:: Brief ::
Read through the listing below, and copy every line where the string "bottom" appears.

:: Supplied entries ::
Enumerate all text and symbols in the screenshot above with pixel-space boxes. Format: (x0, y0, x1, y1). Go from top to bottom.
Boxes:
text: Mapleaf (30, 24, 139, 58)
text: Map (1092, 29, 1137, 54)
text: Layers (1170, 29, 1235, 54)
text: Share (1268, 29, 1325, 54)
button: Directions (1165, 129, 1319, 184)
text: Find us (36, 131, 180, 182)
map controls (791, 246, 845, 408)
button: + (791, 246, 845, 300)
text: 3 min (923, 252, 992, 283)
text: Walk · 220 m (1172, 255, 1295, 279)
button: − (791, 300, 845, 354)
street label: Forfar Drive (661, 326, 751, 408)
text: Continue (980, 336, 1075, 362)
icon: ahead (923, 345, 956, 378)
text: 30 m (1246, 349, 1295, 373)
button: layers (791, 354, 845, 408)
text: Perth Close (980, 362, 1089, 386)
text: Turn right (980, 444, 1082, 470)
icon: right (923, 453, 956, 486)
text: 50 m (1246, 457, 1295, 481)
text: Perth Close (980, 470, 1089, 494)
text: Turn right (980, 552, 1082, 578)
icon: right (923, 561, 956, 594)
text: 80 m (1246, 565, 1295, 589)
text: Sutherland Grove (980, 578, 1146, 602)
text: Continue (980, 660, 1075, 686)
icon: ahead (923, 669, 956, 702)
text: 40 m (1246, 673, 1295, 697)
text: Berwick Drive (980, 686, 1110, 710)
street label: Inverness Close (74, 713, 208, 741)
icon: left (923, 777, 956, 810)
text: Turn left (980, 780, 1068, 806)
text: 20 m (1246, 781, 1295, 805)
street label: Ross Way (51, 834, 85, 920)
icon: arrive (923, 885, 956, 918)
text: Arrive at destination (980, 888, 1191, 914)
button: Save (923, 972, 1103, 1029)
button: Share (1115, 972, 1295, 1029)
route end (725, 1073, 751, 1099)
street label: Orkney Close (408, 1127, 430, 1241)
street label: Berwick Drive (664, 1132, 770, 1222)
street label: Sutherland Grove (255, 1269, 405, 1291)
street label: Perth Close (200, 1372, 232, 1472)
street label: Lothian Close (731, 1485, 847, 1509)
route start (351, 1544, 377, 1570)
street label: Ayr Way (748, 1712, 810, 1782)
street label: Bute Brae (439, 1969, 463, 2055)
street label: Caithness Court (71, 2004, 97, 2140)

* * *

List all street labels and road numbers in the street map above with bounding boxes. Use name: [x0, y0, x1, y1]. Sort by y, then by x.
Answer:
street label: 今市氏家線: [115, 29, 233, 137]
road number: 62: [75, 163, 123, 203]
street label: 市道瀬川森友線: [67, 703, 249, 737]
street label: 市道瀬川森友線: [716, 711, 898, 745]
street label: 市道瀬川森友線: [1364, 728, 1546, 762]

--

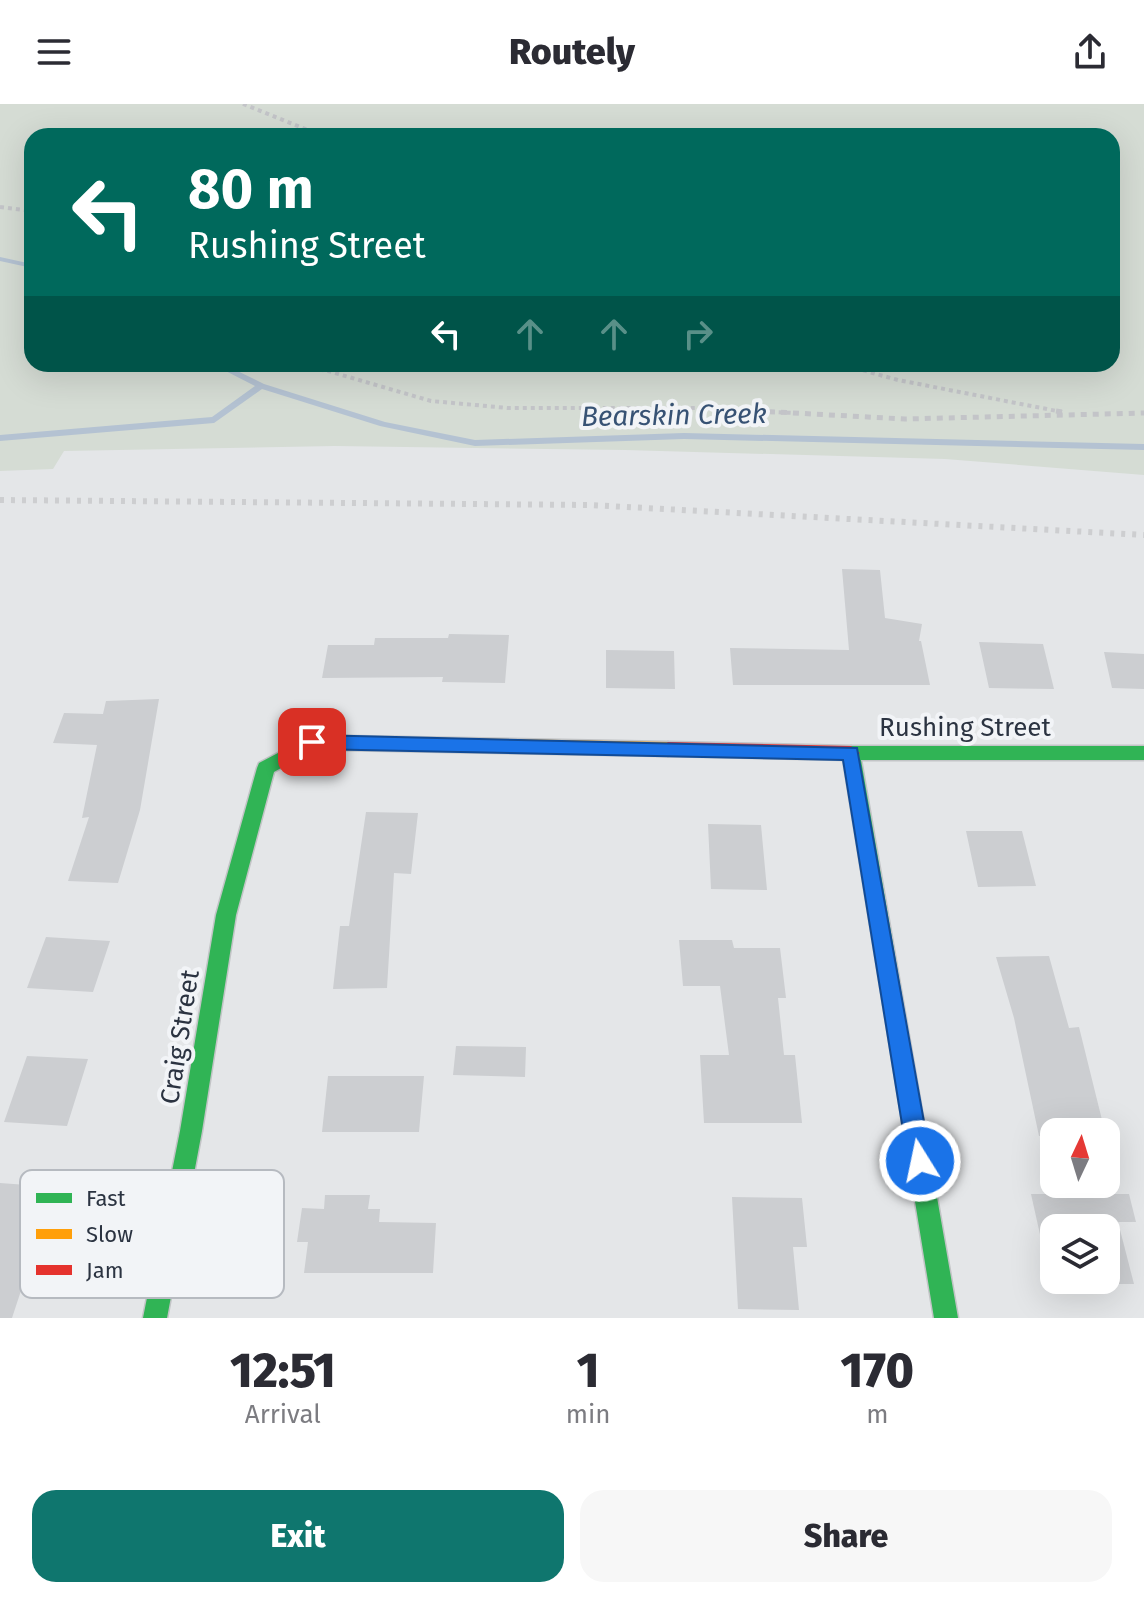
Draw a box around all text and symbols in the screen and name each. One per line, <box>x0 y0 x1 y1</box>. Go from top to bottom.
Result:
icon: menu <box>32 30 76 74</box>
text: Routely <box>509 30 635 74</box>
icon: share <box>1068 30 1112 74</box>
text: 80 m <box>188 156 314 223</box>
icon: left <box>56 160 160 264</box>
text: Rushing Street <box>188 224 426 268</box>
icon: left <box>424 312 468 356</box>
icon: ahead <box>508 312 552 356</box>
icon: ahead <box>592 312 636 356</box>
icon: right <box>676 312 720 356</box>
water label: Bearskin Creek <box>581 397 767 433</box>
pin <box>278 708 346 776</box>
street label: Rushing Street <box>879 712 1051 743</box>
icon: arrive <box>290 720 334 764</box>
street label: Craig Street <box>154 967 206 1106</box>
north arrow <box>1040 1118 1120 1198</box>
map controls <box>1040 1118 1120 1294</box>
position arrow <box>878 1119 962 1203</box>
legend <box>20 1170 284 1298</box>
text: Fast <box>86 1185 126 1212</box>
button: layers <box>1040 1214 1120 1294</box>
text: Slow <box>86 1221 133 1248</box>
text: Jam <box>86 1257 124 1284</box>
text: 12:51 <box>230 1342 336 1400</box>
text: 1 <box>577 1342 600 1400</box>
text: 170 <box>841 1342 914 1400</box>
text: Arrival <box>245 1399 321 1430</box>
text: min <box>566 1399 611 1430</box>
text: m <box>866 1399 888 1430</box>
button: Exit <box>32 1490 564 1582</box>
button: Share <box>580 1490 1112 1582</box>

:: Expected output ::
Enumerate all text and symbols in the screenshot above with pixel-space boxes. Format: (x0, y0, x1, y1). Go from top to bottom.
Draw a box around all text and symbols in the screen and name each. One per line, <box>x0 y0 x1 y1</box>. Go from top to bottom.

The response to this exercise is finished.